Reports say that the nomination of Chuck Hagel has been successfully blocked by Republicans in the Senate, with Democrats falling short of the 60 votes needed to overcome Republican objections before a key Friday procedural vote to end debate.
Harry Reid is quoted by Politico, as saying "It’s tragic they’ve decided to filibuster this qualified nominee — it is really unfortunate."
Contrary to assertions made by Roll Call and even Fox News Radio, who both claimed that a filibuster of Hagel would the "first time in U.S. history" against a Cabinet nominee, AJC actually went and looked and found that this is not the first time, or even the second.
That was back on May 26 2006, when the Senate had to get 60 votes for a cloture motion to force a final vote on President George W. Bush's choice for Interior Secretary, Dirk Kempthorne.
And like Hagel, Kempthore was a former Senator.
"I know this nominee is a person deserving of our respect," said Sen. Bill Nelson (D-FL) just before the 2006 vote, "But I must stand on my principles to oppose this nomination."
While other Democrats like Sen. Mary Landrieu (D-LA) had placed a hold on Kempthorne's nomination, it was Nelson in 2006 who ultimately refused to allow action on the Kempthorne nomination, so the Senate was forced to vote on a cloture motion, which was approved on a vote of 85-8, well above the 60 votes needed to bring about final action.
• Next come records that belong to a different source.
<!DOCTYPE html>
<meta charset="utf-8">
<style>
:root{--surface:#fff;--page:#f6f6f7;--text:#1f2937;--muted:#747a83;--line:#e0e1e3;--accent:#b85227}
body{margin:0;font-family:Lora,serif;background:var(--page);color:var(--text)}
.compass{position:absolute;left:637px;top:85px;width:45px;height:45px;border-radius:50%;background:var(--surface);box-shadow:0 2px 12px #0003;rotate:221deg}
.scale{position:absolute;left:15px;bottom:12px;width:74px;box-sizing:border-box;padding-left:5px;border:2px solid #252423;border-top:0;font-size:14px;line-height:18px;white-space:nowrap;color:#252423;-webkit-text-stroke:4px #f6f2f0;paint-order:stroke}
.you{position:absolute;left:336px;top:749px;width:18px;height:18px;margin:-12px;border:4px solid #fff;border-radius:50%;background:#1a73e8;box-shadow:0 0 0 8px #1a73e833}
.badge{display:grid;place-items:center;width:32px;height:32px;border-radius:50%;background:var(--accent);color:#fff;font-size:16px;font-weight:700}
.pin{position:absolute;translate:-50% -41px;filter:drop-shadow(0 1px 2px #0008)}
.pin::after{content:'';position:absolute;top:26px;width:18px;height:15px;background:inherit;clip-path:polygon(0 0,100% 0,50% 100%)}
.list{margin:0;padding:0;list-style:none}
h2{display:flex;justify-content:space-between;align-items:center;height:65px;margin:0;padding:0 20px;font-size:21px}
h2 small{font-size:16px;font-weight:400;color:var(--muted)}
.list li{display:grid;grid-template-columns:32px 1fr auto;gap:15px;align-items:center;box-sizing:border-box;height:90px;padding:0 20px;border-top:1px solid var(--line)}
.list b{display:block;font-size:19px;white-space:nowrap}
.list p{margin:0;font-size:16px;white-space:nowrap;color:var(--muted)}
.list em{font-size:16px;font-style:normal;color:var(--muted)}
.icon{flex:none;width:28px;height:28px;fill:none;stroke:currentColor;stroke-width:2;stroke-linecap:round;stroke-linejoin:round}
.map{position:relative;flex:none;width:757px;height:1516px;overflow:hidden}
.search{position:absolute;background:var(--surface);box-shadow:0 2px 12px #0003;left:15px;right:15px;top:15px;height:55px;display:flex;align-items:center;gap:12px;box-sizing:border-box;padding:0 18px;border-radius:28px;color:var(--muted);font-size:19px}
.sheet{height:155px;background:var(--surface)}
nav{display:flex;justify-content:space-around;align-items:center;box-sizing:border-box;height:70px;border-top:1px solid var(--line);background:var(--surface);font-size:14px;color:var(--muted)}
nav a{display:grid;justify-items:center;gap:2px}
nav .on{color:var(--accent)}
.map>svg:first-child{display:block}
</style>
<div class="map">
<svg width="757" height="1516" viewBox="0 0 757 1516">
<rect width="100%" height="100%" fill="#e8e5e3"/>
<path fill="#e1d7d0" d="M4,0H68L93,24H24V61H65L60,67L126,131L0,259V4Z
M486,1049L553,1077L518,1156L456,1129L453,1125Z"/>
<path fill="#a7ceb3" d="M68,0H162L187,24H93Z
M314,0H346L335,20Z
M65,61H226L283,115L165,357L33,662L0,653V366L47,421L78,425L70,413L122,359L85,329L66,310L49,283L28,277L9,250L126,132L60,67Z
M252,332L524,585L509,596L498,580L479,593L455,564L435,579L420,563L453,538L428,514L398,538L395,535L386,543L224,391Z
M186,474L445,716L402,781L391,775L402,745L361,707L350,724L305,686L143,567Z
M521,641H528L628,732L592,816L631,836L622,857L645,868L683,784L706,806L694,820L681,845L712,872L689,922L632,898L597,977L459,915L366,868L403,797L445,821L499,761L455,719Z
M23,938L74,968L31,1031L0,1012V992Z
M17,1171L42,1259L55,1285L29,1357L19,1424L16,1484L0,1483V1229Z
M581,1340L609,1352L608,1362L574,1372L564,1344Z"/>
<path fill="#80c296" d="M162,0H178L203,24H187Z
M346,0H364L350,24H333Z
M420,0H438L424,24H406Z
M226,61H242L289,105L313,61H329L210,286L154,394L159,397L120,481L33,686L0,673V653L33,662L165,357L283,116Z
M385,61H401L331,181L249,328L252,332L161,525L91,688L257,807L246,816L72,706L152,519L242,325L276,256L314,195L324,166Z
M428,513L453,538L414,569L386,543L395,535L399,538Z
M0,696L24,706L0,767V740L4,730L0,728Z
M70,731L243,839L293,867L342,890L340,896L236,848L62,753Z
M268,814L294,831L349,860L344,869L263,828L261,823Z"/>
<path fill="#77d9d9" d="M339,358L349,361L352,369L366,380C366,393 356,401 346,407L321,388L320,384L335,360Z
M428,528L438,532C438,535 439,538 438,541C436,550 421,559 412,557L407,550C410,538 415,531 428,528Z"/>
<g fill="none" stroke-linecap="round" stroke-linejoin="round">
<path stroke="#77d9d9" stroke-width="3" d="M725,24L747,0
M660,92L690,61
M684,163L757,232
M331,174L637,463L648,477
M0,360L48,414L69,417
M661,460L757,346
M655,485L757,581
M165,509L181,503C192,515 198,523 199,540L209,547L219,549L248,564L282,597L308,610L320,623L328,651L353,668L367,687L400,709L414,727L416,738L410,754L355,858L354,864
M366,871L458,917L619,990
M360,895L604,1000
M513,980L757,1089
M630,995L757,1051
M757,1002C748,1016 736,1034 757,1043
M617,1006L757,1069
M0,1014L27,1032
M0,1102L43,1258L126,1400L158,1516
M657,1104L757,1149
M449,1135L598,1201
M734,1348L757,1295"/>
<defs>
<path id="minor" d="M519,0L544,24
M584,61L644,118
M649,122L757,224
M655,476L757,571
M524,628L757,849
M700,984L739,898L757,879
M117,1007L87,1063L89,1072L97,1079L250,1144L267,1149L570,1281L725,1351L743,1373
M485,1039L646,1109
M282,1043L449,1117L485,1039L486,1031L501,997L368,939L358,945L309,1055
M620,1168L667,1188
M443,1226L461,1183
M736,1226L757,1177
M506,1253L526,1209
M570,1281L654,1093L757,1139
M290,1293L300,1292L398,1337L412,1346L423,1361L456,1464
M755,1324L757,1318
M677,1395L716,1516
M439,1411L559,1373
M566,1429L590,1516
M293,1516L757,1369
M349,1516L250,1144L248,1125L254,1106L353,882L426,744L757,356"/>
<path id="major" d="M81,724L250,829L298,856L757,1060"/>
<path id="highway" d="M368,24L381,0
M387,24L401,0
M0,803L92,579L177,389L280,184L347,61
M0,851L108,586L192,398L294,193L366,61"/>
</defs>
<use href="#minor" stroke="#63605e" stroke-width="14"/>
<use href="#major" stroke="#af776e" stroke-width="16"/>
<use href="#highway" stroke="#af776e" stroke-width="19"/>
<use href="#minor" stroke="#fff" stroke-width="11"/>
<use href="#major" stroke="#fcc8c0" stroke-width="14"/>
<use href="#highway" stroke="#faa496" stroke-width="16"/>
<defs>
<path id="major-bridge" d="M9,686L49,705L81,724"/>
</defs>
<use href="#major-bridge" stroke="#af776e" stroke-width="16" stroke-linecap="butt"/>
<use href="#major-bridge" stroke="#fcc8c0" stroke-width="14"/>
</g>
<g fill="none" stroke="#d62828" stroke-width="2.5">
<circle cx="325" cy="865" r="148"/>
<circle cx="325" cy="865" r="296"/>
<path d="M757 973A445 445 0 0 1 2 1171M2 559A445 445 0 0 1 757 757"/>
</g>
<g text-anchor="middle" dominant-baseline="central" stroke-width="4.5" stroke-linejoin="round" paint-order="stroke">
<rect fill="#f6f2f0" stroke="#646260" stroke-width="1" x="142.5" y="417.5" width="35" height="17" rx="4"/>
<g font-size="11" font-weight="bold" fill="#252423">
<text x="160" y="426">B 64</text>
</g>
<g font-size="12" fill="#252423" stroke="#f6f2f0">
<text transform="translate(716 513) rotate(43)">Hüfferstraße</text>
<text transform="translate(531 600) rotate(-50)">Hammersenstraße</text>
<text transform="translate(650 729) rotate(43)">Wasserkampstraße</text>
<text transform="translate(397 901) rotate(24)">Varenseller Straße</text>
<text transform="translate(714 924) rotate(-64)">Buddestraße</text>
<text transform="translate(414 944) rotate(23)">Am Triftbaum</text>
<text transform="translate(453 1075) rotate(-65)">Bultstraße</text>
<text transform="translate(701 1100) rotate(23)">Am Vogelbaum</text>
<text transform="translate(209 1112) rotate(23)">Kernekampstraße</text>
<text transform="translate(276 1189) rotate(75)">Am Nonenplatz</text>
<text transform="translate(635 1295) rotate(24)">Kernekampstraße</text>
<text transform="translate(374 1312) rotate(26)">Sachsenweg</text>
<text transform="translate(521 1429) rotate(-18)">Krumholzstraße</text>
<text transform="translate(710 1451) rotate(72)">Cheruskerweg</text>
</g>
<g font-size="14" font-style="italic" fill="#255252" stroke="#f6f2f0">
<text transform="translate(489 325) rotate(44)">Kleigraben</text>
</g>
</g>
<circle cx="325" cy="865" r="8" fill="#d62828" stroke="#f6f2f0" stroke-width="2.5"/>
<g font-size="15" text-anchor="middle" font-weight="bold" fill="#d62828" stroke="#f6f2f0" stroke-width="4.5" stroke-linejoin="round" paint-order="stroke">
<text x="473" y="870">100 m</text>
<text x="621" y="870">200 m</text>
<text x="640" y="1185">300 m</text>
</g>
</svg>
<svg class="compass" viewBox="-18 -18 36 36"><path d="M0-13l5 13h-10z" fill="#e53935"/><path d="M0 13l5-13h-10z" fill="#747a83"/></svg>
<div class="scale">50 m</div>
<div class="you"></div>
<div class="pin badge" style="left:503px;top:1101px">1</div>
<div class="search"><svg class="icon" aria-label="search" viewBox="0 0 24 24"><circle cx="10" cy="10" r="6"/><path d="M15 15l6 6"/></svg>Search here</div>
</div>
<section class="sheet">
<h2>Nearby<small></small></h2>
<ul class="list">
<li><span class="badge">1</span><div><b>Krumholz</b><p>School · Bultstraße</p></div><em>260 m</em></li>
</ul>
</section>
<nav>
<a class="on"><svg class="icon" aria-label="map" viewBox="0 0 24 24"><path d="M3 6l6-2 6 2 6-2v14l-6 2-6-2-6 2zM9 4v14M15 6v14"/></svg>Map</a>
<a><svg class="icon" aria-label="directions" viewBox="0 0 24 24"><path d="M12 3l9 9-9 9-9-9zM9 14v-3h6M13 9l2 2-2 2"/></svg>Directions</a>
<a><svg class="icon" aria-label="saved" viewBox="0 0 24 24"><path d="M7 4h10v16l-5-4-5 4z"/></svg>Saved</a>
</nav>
Joining Nelson to vote for a filibuster of a Bush Cabinet nominee were, Sen. Joe Biden - now the Vice President, John Kerry - now Secretary of State, and both Senators from New York, Hillary Clinton and Charles Schumer.
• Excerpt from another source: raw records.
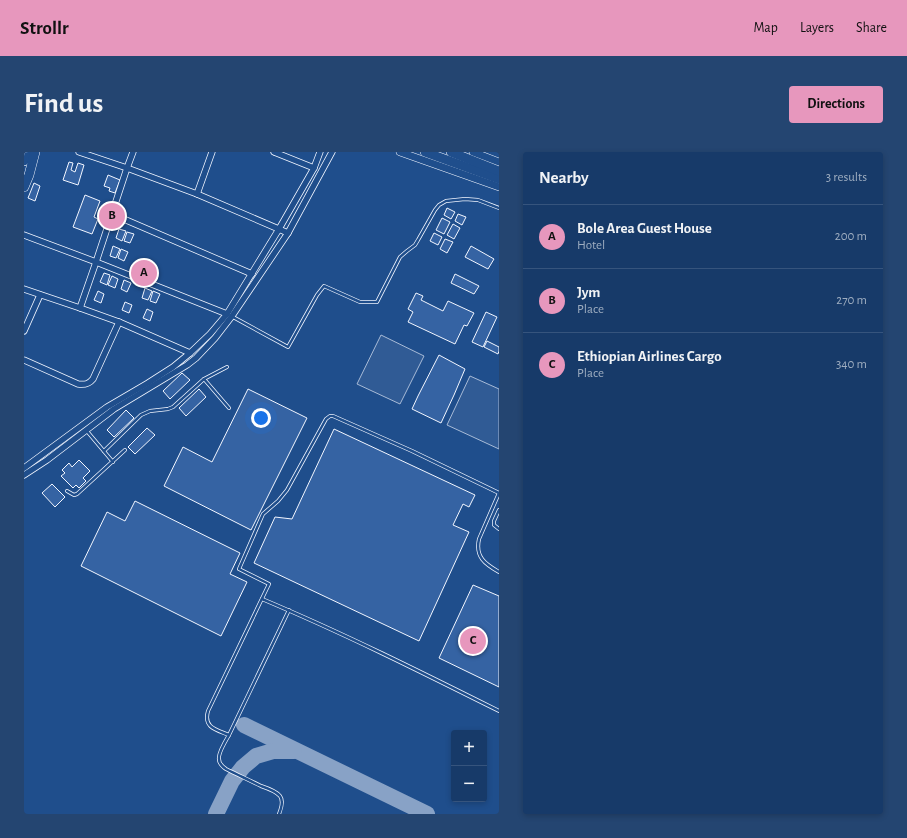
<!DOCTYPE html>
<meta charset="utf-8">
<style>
:root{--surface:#173a69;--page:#244571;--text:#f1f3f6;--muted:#9eadc0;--line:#36547d;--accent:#e797bd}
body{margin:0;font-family:"Alegreya Sans",sans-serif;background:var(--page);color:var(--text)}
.controls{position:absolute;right:12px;bottom:12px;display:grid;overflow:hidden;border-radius:4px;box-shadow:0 2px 6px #0003}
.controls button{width:36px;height:36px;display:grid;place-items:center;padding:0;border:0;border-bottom:1px solid var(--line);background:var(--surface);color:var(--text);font:20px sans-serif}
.you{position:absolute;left:237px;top:266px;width:14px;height:14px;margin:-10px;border:3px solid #fff;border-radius:50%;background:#1a73e8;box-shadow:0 0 0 6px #1a73e833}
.badge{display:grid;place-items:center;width:26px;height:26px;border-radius:50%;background:var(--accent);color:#111;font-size:13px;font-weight:700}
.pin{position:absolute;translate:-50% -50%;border:2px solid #fff;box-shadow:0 1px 4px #0006}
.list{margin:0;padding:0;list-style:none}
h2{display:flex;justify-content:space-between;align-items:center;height:52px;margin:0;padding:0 16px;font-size:17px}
h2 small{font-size:13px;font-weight:400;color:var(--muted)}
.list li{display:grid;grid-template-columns:26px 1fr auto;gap:12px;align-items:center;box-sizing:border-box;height:64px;padding:0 16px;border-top:1px solid var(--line)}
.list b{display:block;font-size:15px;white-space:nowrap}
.list p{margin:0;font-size:13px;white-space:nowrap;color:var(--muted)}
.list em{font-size:13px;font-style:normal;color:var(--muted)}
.map{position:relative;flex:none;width:475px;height:662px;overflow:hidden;border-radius:4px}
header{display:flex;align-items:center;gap:24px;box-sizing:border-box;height:56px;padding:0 20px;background:var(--accent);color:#111}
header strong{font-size:19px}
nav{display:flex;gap:22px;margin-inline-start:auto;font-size:14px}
.intro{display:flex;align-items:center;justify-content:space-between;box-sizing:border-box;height:96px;padding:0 24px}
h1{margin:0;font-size:28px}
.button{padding:10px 18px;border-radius:4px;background:var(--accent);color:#111;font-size:14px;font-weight:700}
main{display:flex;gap:24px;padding:0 24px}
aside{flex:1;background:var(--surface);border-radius:4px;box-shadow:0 2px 6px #0003}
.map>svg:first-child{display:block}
.pitch{fill:#305b95;stroke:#a8bbd7}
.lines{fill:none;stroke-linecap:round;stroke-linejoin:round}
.taxiway{stroke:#88a2c6;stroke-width:16}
.building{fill:#3563a3;stroke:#f2f6ff}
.service-casing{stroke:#f2f6ff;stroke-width:4}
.minor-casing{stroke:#f2f6ff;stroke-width:7}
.tertiary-casing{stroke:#f2f6ff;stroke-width:8}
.primary-casing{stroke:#f2f6ff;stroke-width:10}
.trunk-casing{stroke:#f2f6ff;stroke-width:10}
.service{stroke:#1f4e8c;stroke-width:2.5}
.minor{stroke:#1f4e8c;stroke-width:5.5}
.tertiary{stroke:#1f4e8c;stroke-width:7}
.primary{stroke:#1f4e8c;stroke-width:9}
.trunk{stroke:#1f4e8c;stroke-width:9}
</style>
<header>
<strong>Strollr</strong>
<nav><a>Map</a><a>Layers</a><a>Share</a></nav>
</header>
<div class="intro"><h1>Find us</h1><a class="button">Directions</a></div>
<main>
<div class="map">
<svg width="475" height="662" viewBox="0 0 475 662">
<rect width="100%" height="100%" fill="#1f4e8c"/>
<g class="pitch">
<polygon points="357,183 400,204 376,252 333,232"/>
<polygon points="446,224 475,237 475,297 423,273"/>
</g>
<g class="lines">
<g class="taxiway">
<polyline points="220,573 403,662"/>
<polyline points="192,662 208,629 219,615 232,604 249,599 270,599"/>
</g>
</g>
<g class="building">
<polygon points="45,10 49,11 47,18 51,20 54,11 60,13 54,33 39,28"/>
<polygon points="84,23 96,28 91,41 85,39 86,36 80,34"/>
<polygon points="10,31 16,34 11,49 4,46"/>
<polygon points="61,43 76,49 70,65 74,67 68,82 49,75"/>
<polygon points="423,56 431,60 427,67 420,63"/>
<polygon points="434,62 442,65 438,73 431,69"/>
<polygon points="418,66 426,70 420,82 412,78"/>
<polygon points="429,72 436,76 430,87 423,83"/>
<polygon points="95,77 102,79 98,89 92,86"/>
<polygon points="103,80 110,82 106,91 100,89"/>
<polygon points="410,81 418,85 414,93 406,89"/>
<polygon points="421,87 429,90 423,101 416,97"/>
<polygon points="89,94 96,97 92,106 86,104"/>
<polygon points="447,94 470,107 464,117 441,105"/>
<polygon points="97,97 104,100 100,109 94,106"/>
<polygon points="80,121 86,123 83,133 76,130"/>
<polygon points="431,122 455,134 450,142 427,131"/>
<polygon points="88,124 94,127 91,136 84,133"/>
<polygon points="100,128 107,131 103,140 97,137"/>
<polygon points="121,136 128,139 124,148 118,146"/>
<polygon points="74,139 80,142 77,151 70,148"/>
<polygon points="129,139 136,142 132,151 126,149"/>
<polygon points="392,141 399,144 397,148 419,159 424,149 450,161 443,174 440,173 431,192 384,170 389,160 384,157"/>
<polygon points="101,150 108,153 105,161 98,158"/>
<polygon points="123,157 129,160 126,169 119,166"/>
<polygon points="462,160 473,165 459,195 448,190"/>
<polygon points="463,189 475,195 475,199 474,202 460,195"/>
<polygon points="415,203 441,217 430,243 417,271 388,257 394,244"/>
<polygon points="158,221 166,228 146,247 139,239"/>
<polygon points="175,237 182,245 162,264 155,256"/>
<polygon points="224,237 283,266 227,378 140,334 159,295 188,310"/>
<polygon points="102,258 110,266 90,285 83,278"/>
<polygon points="123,276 131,283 111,302 104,295"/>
<polygon points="310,277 451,343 445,355 439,352 429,373 445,380 395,489 230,411 251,365 268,367"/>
<polygon points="55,308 66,319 59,326 62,329 55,336 52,333 49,336 37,324 41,321 38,318 45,311 48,315"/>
<polygon points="28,332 41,345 31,355 18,341"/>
<polygon points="111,349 216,401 206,422 223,430 197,484 57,414 83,360 101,369"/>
<polygon points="449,433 475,444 475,535 415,506"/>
</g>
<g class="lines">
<g class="service-casing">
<g id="service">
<polyline points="209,165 264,195 293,143 300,134 336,150 353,150 376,105 383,99 391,93 394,88 411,58 415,53 422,49 441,47 454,48 475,56"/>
<polyline points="180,227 205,256"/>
<polyline points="62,278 89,310"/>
<polyline points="80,299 117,263 126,259 144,257 149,255 180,227 203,215"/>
<polyline points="43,339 50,343 53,342 101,298"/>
<polyline points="475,358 470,369 470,373 475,377"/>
<path d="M238,447C319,481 397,520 475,559"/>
<polyline points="205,583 265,458"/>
<path d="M255,662C257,657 260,649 256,644C252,639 243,636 237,634C225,628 214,623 202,617C199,615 195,611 195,607C194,602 202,588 205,583C193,578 179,576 184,559L245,432L215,417L239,362L254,349L263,338L302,267L306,264H309L388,299L475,341L455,387C451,405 461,412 475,420"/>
</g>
</g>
<g class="minor-casing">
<g id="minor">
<polyline points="55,0 103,16 173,42 264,81"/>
<polyline points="109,0 103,16 72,110 56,156 95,170 166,201"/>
<polyline points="250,0 290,16"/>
<polyline points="173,42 188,0"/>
<polyline points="88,62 228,122"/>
<polyline points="0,83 72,110 203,162"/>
<polyline points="0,137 56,156"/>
<polyline points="0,179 16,143"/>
<path d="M0,208L54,232C61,233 65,232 69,227L95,170"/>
<polyline points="0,316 83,255 124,231 149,215 166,201 186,182 203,162 255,77 290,16 296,0"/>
<polyline points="0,323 23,308 90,257 163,213 172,206 191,186 208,164 264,81 308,0"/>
</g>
</g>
<g class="tertiary-casing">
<g id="tertiary">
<polyline points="376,0 475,35"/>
<polyline points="449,0 475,10"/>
</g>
</g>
<g class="primary-casing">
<g id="primary">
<polyline points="0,9 3,0"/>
<polyline points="0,35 5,23 11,0"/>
</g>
</g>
<g class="trunk-casing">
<g id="trunk">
<polyline points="401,0 475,27"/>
<polyline points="427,0 475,19"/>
</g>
</g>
<use href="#service" class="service"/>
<use href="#minor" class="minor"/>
<use href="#tertiary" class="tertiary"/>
<use href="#primary" class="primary"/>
<use href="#trunk" class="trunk"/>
</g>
</svg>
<div class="controls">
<button>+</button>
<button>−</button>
</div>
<div class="you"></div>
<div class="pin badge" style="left:120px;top:121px">A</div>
<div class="pin badge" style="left:88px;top:64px">B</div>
<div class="pin badge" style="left:449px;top:489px">C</div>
</div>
<aside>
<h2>Nearby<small>3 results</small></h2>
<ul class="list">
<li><span class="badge">A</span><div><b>Bole Area Guest House</b><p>Hotel</p></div><em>200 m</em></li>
<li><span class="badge">B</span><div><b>Jym</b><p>Place</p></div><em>270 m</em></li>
<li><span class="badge">C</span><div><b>Ethiopian Airlines Cargo</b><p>Place</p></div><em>340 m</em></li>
</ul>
</aside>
</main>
It should be noted that Sen. Barack Obama (D-IL) did not vote in favor of a filibuster of Kempthorne, as the Illinois Senator voted to shut off debate on the Kempthorne nomination.
The filibuster against Kempthorne wasn't the most high profile effort in 2006 by Democrats against a nominee of President Bush, as Democrats also forced Republicans to get 60 votes on Supreme Court nominee Samuel Alito. Mr. Obama did support that filibuster.